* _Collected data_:
__________

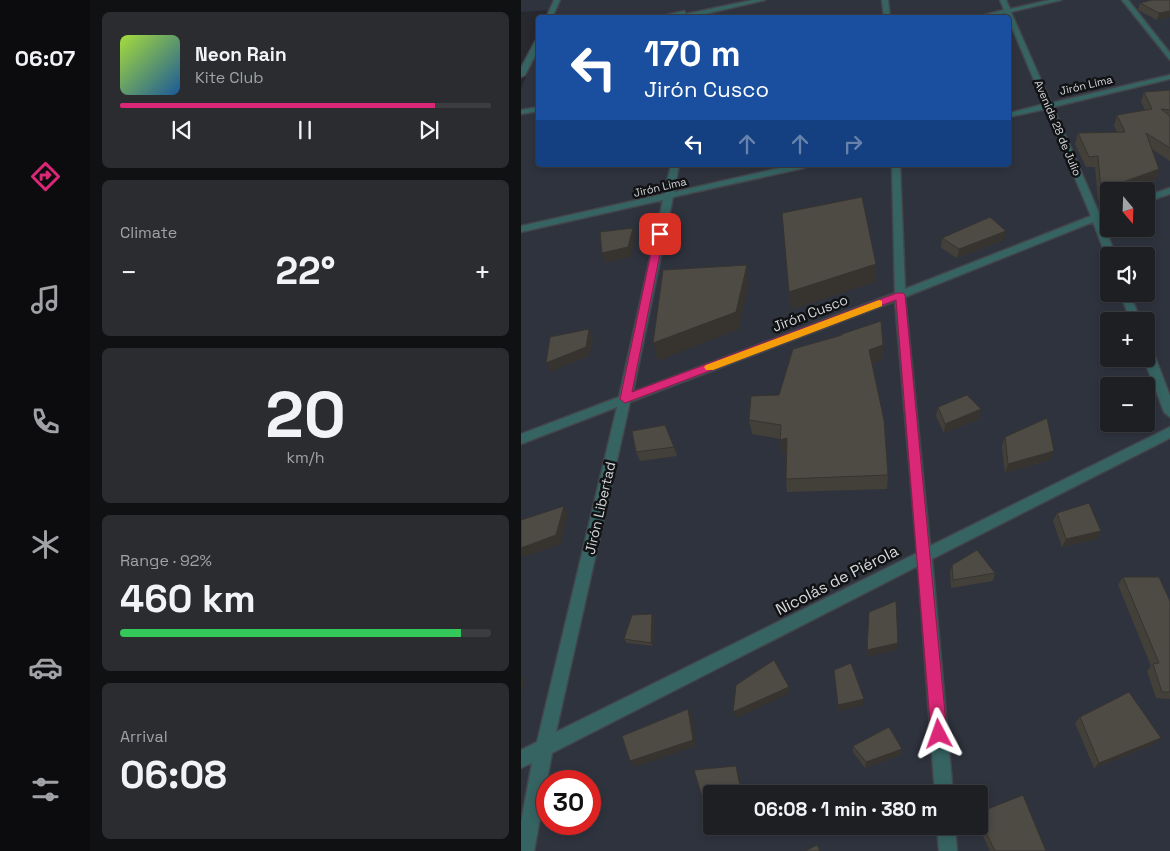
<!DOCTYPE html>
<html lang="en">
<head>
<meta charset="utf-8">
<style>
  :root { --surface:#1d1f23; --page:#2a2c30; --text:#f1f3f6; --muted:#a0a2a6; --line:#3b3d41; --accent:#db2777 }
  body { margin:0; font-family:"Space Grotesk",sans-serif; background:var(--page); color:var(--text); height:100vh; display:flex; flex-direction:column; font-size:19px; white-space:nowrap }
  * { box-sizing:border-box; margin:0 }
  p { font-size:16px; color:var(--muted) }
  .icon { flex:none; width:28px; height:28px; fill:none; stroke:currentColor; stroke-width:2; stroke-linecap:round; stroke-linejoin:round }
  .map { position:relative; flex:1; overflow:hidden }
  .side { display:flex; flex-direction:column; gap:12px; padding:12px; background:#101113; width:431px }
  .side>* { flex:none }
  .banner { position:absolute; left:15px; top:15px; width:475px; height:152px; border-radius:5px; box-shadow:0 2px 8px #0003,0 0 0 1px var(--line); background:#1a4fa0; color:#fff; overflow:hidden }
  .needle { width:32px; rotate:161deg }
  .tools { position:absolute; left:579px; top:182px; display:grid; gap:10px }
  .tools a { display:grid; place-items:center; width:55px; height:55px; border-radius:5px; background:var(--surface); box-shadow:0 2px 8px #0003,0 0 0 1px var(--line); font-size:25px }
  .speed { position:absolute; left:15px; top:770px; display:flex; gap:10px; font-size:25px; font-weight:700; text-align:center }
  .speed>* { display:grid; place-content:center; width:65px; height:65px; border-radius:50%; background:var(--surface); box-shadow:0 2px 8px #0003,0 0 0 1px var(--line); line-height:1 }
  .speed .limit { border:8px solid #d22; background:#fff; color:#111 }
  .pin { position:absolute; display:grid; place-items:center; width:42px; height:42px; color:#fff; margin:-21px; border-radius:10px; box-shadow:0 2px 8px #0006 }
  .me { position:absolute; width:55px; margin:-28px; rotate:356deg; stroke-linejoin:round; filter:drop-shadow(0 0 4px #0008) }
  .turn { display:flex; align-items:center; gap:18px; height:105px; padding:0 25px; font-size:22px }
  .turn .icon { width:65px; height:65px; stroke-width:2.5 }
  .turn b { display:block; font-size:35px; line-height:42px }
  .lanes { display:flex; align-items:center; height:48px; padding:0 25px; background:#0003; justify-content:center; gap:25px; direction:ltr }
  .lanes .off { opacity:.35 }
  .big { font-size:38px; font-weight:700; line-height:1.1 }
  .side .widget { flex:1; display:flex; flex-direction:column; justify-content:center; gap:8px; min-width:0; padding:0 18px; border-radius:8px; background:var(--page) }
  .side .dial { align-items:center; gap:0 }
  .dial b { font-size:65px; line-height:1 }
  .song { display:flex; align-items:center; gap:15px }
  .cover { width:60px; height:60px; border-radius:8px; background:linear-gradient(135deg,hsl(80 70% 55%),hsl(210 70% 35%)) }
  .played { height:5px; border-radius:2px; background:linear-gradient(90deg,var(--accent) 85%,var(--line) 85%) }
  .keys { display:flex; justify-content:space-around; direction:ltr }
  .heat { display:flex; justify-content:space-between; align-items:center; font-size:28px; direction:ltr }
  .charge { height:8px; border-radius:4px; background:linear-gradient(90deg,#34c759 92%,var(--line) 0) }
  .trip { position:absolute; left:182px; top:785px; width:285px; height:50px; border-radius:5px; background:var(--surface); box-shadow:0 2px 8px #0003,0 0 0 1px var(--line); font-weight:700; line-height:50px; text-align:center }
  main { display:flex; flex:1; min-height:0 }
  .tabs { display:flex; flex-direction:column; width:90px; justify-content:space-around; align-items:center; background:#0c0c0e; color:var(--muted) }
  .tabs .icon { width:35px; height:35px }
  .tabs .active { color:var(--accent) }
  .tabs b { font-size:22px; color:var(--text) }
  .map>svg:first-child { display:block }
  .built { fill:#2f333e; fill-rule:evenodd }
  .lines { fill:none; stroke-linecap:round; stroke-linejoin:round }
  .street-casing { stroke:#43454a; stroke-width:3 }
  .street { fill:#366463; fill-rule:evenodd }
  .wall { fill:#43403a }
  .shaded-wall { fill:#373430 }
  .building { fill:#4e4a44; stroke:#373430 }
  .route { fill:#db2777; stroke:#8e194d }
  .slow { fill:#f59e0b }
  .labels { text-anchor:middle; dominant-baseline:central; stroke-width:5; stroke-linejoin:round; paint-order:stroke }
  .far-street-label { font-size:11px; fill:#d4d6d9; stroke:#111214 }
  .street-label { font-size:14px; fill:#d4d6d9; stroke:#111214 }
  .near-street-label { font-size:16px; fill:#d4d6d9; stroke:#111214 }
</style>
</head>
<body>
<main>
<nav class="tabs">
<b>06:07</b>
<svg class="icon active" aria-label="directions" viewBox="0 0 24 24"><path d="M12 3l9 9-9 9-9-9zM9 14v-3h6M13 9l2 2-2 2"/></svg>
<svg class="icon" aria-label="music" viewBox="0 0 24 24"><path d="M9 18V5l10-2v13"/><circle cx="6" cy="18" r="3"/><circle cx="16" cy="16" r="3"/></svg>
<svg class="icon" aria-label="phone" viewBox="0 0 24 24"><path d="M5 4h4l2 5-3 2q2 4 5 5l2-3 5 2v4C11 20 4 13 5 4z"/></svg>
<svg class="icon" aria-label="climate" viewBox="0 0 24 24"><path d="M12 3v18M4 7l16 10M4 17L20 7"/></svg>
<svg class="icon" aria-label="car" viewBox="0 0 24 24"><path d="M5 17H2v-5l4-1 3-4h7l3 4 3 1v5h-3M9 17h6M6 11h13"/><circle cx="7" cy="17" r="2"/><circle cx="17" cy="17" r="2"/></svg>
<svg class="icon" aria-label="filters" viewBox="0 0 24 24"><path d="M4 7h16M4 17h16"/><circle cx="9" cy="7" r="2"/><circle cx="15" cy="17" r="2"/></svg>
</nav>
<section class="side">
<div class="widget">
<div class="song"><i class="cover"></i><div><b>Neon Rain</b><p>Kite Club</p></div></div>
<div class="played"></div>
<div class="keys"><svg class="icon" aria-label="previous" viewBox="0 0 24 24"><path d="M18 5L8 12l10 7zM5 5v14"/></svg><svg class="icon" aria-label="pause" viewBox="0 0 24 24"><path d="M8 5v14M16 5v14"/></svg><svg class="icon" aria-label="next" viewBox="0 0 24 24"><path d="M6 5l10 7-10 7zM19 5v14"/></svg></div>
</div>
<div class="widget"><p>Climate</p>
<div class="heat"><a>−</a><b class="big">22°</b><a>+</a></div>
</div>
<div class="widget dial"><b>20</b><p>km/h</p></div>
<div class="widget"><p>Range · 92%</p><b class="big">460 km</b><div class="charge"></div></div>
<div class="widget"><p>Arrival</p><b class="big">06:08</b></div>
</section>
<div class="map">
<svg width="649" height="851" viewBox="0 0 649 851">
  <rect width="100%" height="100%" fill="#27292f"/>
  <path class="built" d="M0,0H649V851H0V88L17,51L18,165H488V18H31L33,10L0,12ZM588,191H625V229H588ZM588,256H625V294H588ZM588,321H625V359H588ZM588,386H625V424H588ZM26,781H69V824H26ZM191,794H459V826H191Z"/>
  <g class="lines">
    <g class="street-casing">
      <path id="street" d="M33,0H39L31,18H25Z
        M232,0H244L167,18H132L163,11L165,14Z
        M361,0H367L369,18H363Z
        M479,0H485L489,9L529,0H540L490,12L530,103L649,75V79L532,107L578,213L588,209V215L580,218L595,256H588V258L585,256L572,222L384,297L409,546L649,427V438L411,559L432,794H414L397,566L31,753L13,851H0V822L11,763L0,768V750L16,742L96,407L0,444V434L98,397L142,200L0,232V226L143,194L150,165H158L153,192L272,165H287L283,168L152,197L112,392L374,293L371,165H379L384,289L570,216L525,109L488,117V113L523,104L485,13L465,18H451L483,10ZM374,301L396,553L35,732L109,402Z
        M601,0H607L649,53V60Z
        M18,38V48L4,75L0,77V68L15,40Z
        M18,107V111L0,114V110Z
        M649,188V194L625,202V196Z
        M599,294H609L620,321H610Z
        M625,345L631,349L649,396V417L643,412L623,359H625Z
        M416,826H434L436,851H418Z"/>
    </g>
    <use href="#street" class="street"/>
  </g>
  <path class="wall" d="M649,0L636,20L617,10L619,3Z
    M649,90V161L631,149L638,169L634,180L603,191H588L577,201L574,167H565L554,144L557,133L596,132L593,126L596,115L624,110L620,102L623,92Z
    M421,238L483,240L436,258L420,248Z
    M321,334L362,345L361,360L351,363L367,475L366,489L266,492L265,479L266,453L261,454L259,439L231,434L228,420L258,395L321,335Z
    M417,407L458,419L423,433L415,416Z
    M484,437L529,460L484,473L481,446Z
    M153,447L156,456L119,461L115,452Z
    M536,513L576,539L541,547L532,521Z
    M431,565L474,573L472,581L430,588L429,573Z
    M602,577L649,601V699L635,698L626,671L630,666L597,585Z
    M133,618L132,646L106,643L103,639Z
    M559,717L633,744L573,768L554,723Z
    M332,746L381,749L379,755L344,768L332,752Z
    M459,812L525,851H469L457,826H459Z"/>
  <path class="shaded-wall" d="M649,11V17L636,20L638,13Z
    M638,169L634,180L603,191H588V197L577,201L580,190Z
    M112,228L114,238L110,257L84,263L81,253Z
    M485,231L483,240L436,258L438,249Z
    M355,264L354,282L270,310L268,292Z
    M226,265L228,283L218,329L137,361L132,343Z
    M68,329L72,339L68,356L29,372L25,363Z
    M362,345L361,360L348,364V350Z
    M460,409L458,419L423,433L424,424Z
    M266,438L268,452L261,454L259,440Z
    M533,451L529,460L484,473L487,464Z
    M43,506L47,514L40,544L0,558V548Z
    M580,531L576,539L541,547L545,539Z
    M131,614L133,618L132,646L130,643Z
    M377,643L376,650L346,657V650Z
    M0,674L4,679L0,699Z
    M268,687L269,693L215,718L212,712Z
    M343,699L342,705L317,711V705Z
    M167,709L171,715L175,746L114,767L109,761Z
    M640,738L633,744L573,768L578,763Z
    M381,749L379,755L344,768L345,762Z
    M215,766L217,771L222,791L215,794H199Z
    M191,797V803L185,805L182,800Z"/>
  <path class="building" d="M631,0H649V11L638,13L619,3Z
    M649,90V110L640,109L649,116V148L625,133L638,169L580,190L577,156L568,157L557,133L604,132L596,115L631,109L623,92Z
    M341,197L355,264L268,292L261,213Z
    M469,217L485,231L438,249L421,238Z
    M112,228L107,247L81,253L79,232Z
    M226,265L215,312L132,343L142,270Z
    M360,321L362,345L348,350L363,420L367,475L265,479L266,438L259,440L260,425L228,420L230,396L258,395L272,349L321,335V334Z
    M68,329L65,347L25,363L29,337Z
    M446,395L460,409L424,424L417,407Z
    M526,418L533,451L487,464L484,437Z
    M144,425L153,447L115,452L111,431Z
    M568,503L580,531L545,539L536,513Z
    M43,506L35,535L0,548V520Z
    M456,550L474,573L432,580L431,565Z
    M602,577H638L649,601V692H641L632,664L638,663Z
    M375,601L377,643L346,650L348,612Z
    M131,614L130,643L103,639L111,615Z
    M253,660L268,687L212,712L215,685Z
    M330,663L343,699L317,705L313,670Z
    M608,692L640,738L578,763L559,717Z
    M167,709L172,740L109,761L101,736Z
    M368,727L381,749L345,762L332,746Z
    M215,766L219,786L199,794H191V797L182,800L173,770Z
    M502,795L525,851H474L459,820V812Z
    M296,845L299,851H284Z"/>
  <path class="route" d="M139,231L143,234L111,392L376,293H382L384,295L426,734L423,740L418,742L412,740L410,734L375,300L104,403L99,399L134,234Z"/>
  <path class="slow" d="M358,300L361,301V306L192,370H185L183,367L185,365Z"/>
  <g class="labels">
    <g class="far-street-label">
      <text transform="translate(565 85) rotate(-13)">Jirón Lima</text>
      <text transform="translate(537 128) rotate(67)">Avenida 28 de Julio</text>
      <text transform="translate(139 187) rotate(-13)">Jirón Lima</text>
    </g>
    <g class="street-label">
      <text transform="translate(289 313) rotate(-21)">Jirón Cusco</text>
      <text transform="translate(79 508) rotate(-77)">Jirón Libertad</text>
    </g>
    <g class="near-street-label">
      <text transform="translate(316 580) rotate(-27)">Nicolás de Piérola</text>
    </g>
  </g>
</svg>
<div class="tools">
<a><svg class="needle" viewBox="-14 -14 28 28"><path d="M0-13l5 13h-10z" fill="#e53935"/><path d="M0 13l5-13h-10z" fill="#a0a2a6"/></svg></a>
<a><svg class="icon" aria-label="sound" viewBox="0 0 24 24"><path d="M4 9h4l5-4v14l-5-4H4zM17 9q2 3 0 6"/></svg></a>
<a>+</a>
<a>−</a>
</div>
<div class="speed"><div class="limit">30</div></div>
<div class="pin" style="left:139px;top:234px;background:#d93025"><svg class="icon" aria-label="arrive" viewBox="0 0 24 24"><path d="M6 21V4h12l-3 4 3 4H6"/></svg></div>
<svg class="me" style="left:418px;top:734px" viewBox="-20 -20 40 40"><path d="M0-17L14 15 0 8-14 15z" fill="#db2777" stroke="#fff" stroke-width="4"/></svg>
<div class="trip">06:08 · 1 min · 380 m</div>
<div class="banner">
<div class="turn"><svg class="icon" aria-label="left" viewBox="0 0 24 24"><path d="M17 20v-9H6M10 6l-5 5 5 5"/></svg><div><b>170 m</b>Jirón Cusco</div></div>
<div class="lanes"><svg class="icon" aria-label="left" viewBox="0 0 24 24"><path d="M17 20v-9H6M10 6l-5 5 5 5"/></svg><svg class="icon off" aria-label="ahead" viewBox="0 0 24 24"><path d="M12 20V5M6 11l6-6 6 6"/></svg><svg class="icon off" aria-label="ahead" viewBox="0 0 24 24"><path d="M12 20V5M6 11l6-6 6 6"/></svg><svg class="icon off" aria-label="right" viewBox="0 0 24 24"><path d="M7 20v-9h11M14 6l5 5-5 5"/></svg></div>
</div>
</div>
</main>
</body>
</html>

__________

* _WHAT TO PRODUCE_: Copy nothing but the lines from the start of the entries through the line with "background:var(--page); color:var(--text); height:100vh;". Write them out exactly, without pictures.

* _ANSWER SECTION_:
<!DOCTYPE html>
<html lang="en">
<head>
<meta charset="utf-8">
<style>
  :root { --surface:#1d1f23; --page:#2a2c30; --text:#f1f3f6; --muted:#a0a2a6; --line:#3b3d41; --accent:#db2777 }
  body { margin:0; font-family:"Space Grotesk",sans-serif; background:var(--page); color:var(--text); height:100vh; display:flex; flex-direction:column; font-size:19px; white-space:nowrap }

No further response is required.